• [What you need to do]: Your task is to extract every entry that follows word for word while excluding the pictures.

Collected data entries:
※ ※ ※

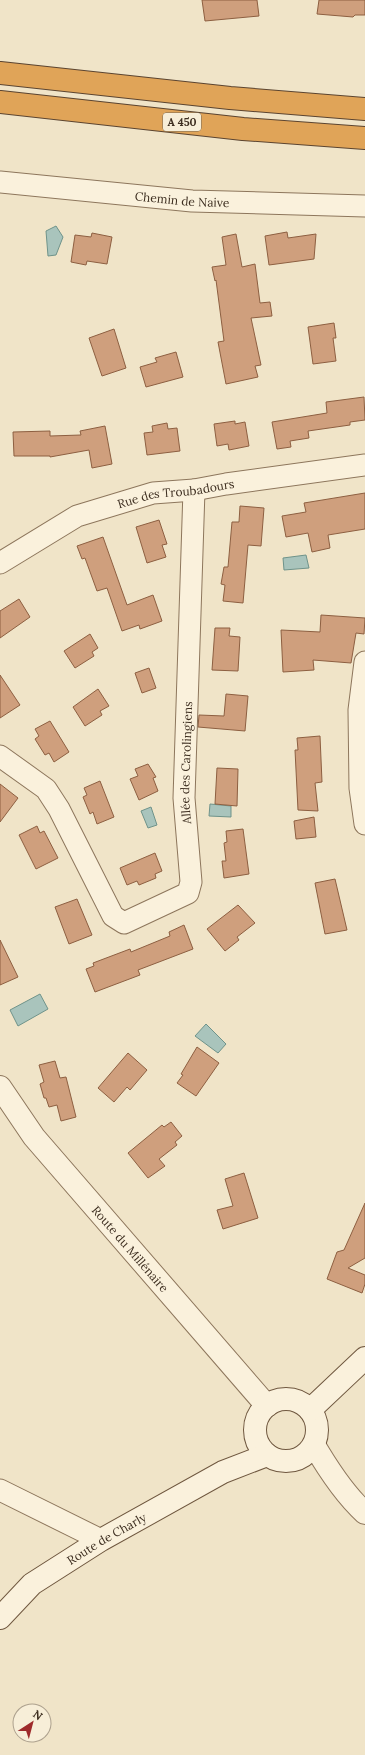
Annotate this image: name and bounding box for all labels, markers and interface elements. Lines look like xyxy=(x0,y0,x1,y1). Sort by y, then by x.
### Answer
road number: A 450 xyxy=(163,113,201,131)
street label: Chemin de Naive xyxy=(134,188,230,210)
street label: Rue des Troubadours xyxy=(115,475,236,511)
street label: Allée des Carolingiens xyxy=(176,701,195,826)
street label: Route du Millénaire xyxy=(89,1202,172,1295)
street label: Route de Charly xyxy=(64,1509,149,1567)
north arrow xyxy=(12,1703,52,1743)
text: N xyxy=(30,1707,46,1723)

※ ※ ※

• [Task result]:
Annotate this image: name and bounding box for all labels, markers and interface elements. Lines look like xyxy=(x0,y0,x1,y1). Sort by y, then by x.
### Answer
road number: A 450 xyxy=(163,113,201,131)
street label: Chemin de Naive xyxy=(134,188,230,210)
street label: Rue des Troubadours xyxy=(115,475,236,511)
street label: Allée des Carolingiens xyxy=(176,701,195,826)
street label: Route du Millénaire xyxy=(89,1202,172,1295)
street label: Route de Charly xyxy=(64,1509,149,1567)
north arrow xyxy=(12,1703,52,1743)
text: N xyxy=(30,1707,46,1723)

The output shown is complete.